- RECORDS SUPPLIED:

[Start of Attachment]

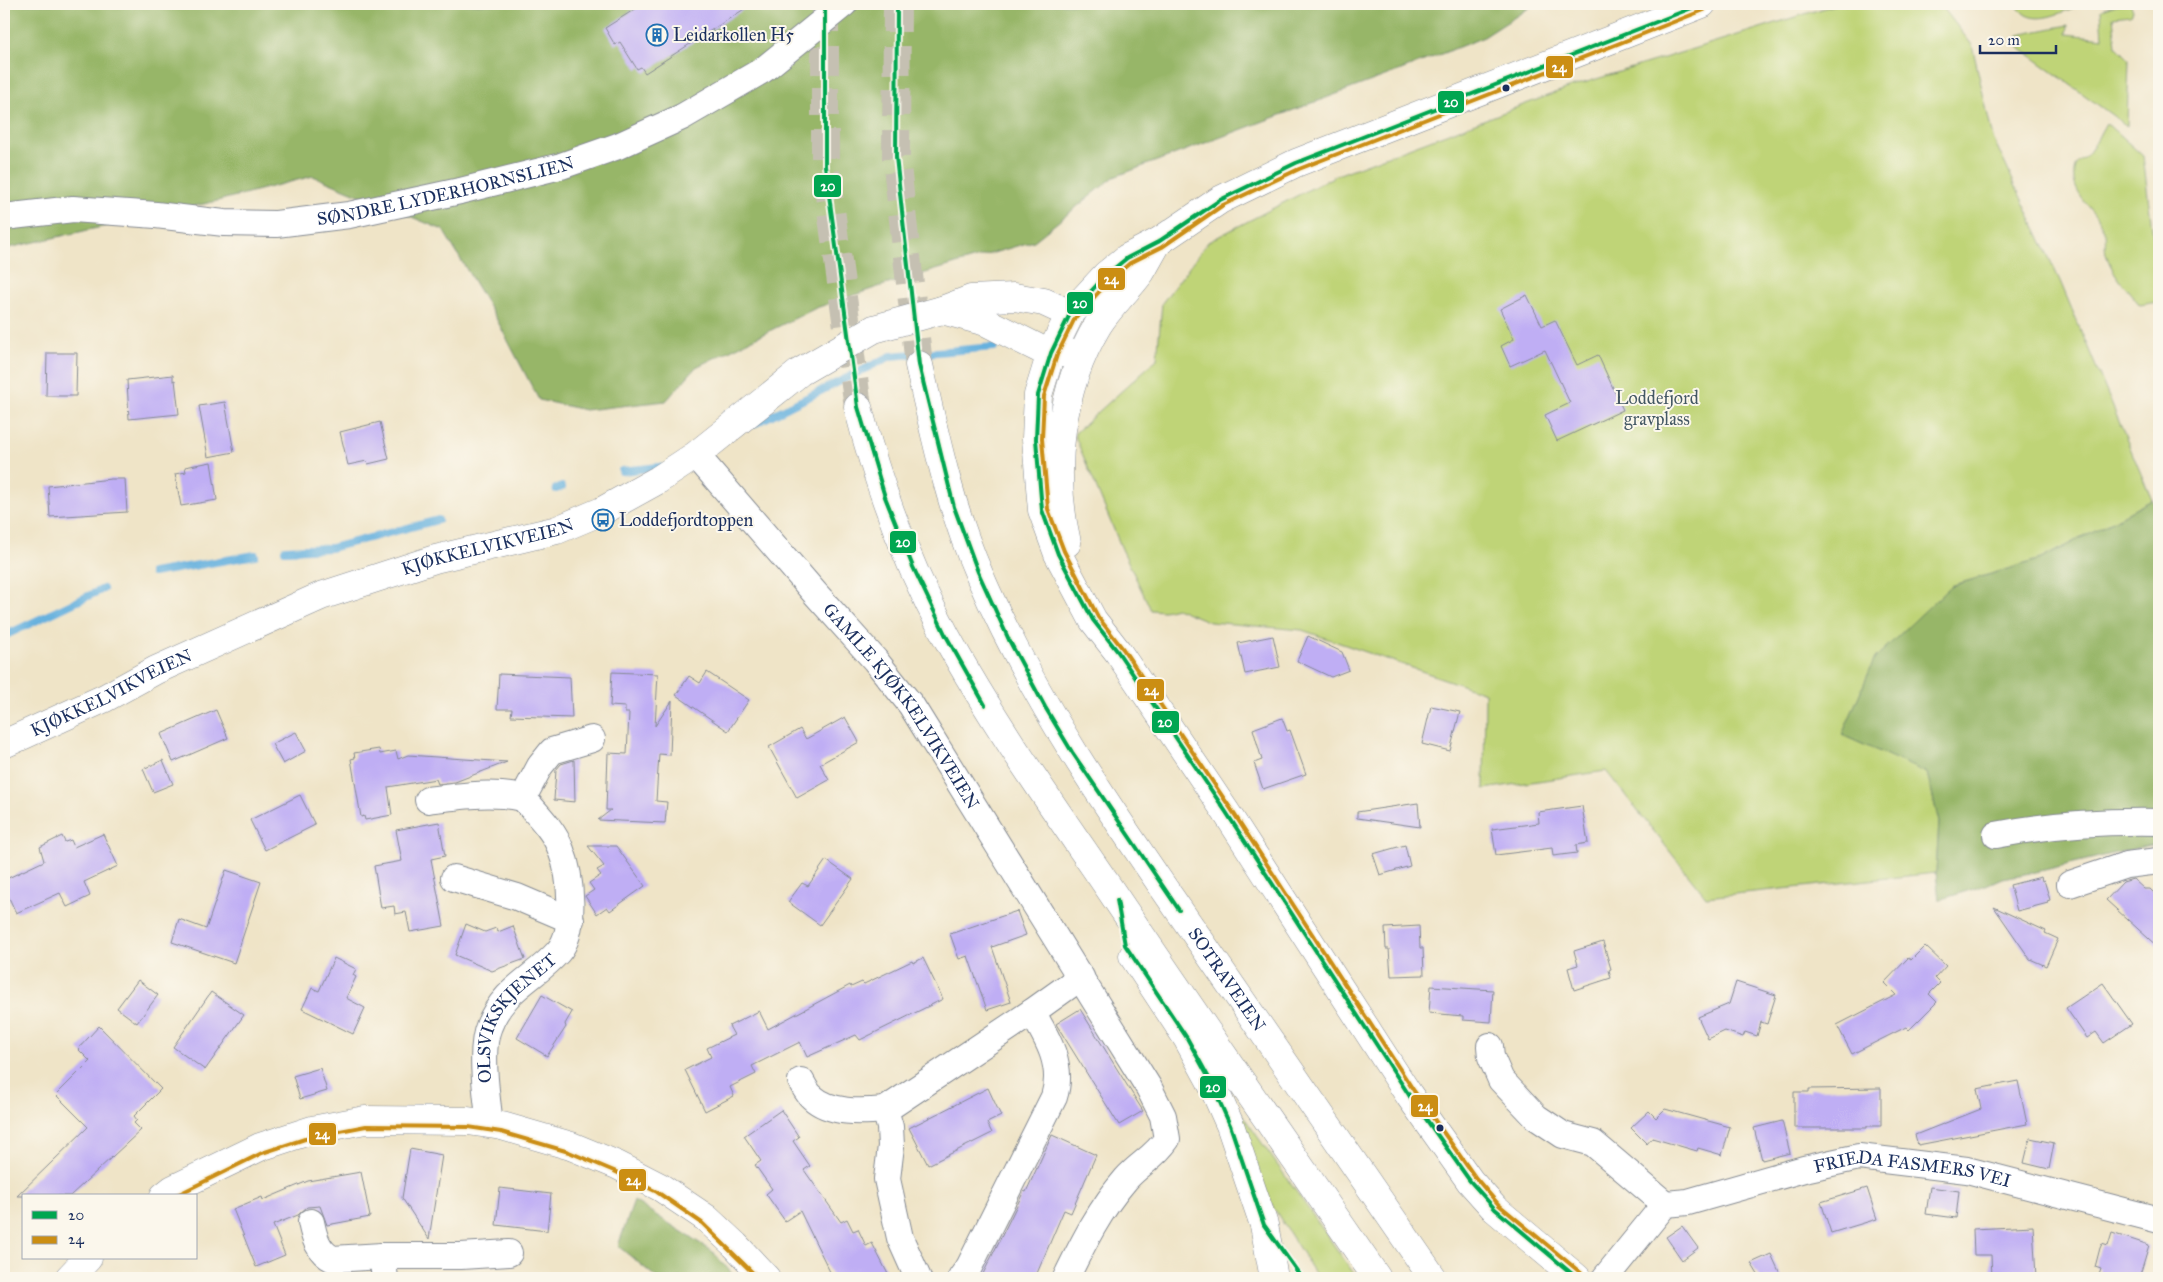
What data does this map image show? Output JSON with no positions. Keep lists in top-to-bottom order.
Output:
{
  "streets": {
    "main road": ["KJØKKELVIKVEIEN", "SOTRAVEIEN"],
    "street": [
      "SØNDRE LYDERHORNSLIEN",
      "GAMLE KJØKKELVIKVEIEN",
      "OLSVIKSKJENET",
      "FRIEDA FASMERS VEI"
    ]
  },
  "crossings": [
    ["KJØKKELVIKVEIEN", "GAMLE KJØKKELVIKVEIEN"]
  ],
  "parks": ["Loddefjord gravplass"],
  "places": {
    "building": ["Leidarkollen H5"],
    "bus stop": ["Loddefjordtoppen"]
  },
  "lines": ["transit line 20", "transit line 24"],
  "legend": ["20", "24"],
  "scale_bar": "20 m"
}
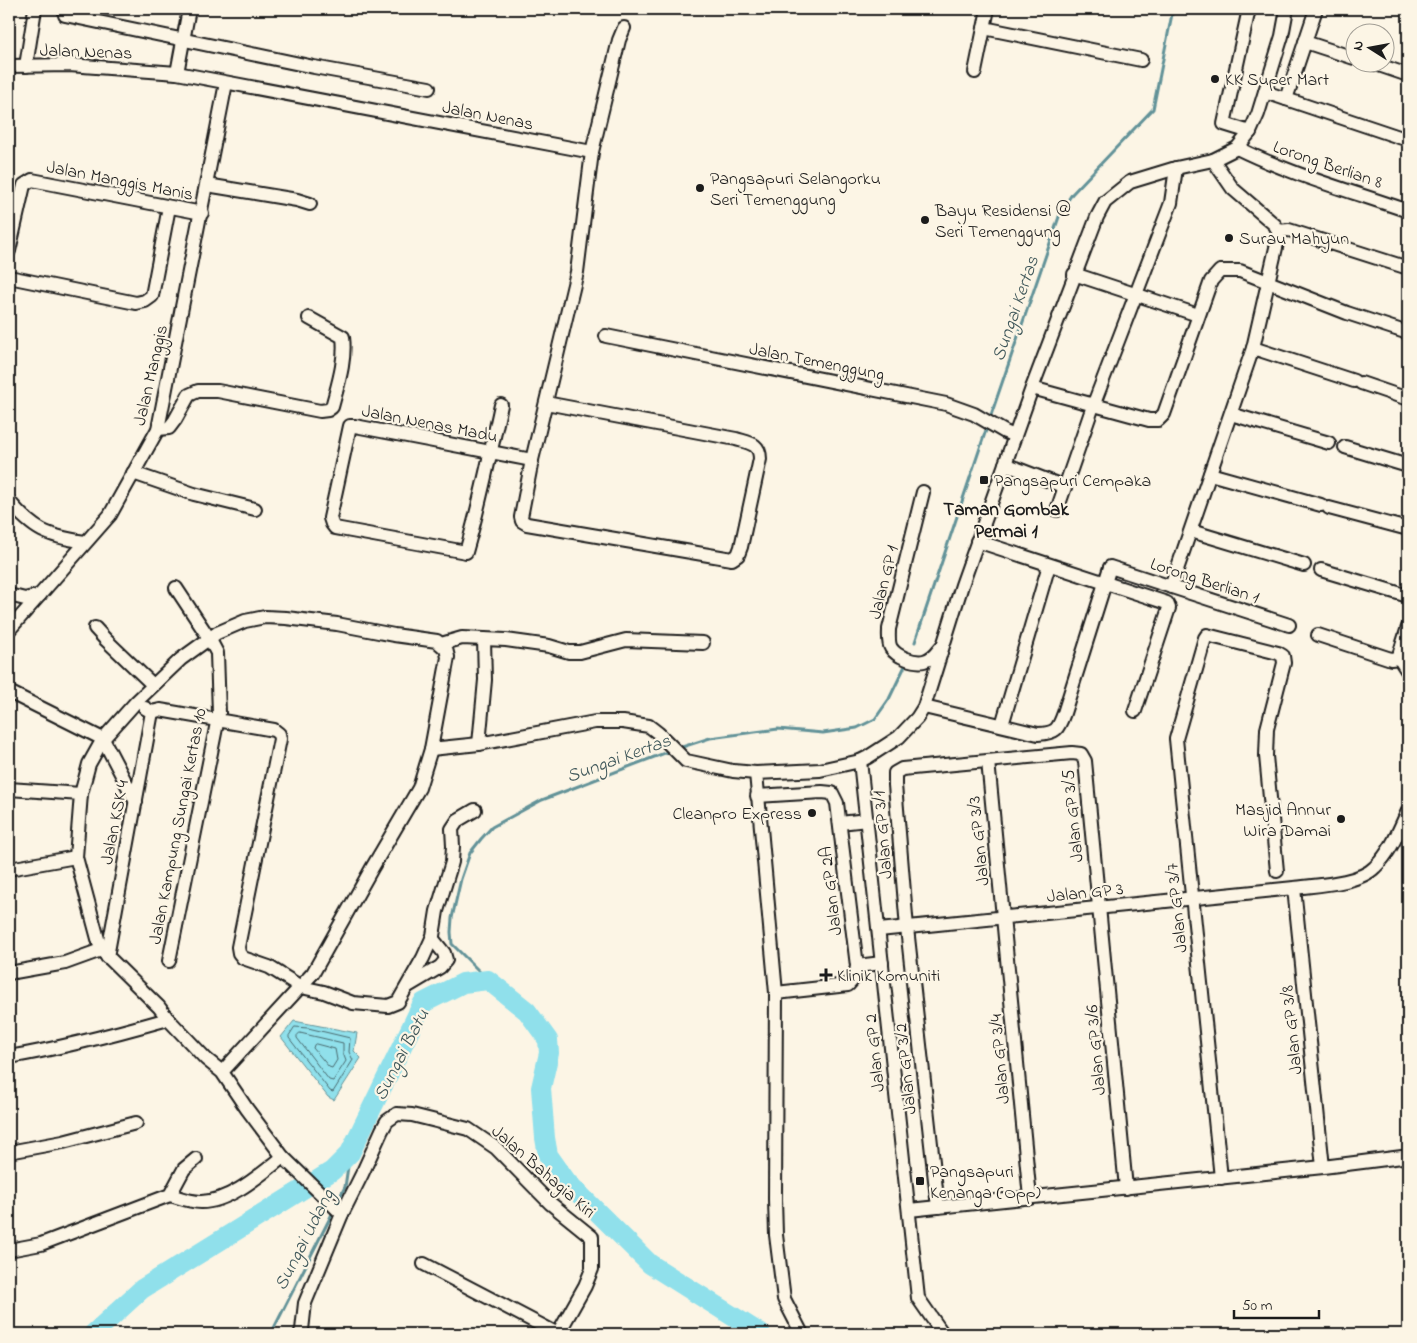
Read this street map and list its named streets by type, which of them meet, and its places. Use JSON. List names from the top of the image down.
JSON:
{
  "streets": {
    "street": [
      "Jalan Nenas",
      "Lorong Berlian 8",
      "Jalan Manggis Manis",
      "Jalan Temenggung",
      "Jalan Manggis",
      "Jalan Nenas Madu",
      "Lorong Berlian 1",
      "Jalan GP 1",
      "Jalan GP 3/5",
      "Jalan KSK 4",
      "Jalan Kampung Sungai Kertas 10",
      "Jalan GP 3/1",
      "Jalan GP 3/3",
      "Jalan GP 2A",
      "Jalan GP 3",
      "Jalan GP 3/7",
      "Jalan GP 3/8",
      "Jalan GP 3/6",
      "Jalan GP 2",
      "Jalan GP 3/4",
      "Jalan GP 3/2",
      "Jalan Bahagia Kiri"
    ]
  },
  "crossings": [
    ["Jalan Nenas", "Jalan Manggis"],
    ["Jalan Manggis Manis", "Jalan Manggis"],
    ["Jalan GP 3/5", "Jalan GP 3/1"],
    ["Jalan GP 3/5", "Jalan GP 3/3"],
    ["Jalan GP 3/5", "Jalan GP 3"],
    ["Jalan GP 3/5", "Jalan GP 3/6"],
    ["Jalan GP 3/1", "Jalan GP 3/3"],
    ["Jalan GP 3/1", "Jalan GP 3"],
    ["Jalan GP 3/1", "Jalan GP 3/2"],
    ["Jalan GP 3/3", "Jalan GP 3"],
    ["Jalan GP 3/3", "Jalan GP 3/4"],
    ["Jalan GP 3", "Jalan GP 3/7"],
    ["Jalan GP 3", "Jalan GP 3/8"],
    ["Jalan GP 3", "Jalan GP 3/6"],
    ["Jalan GP 3", "Jalan GP 2"],
    ["Jalan GP 3", "Jalan GP 3/4"],
    ["Jalan GP 3", "Jalan GP 3/2"]
  ],
  "districts": ["Taman Gombak Permai 1"],
  "water": ["Sungai Kertas", "Sungai Batu", "Sungai Udang"],
  "places": {
    "other": [
      "KK Super Mart",
      "Pangsapuri Selangorku Seri Temenggung",
      "Bayu Residensi @ Seri Temenggung",
      "Surau Mahyun",
      "Cleanpro Express",
      "Masjid Annur Wira Damai"
    ],
    "transit": ["Pangsapuri Cempaka", "Pangsapuri Kenanga (Opp)"],
    "health": ["Klinik Komuniti"]
  },
  "scale_bar": "50 m",
  "north": "left"
}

[End of Attachment]

- WHAT TO DO: Repeat the data verbatim through the "Read this street" line, no pictures.

- EXERCISE ANSWER:
What data does this map image show? Output JSON with no positions. Keep lists in top-to-bottom order.
Output:
{
  "streets": {
    "main road": ["KJØKKELVIKVEIEN", "SOTRAVEIEN"],
    "street": [
      "SØNDRE LYDERHORNSLIEN",
      "GAMLE KJØKKELVIKVEIEN",
      "OLSVIKSKJENET",
      "FRIEDA FASMERS VEI"
    ]
  },
  "crossings": [
    ["KJØKKELVIKVEIEN", "GAMLE KJØKKELVIKVEIEN"]
  ],
  "parks": ["Loddefjord gravplass"],
  "places": {
    "building": ["Leidarkollen H5"],
    "bus stop": ["Loddefjordtoppen"]
  },
  "lines": ["transit line 20", "transit line 24"],
  "legend": ["20", "24"],
  "scale_bar": "20 m"
}
Read this street map and list its named streets by type, which of them meet, and its places. Use JSON. List names from the top of the image down.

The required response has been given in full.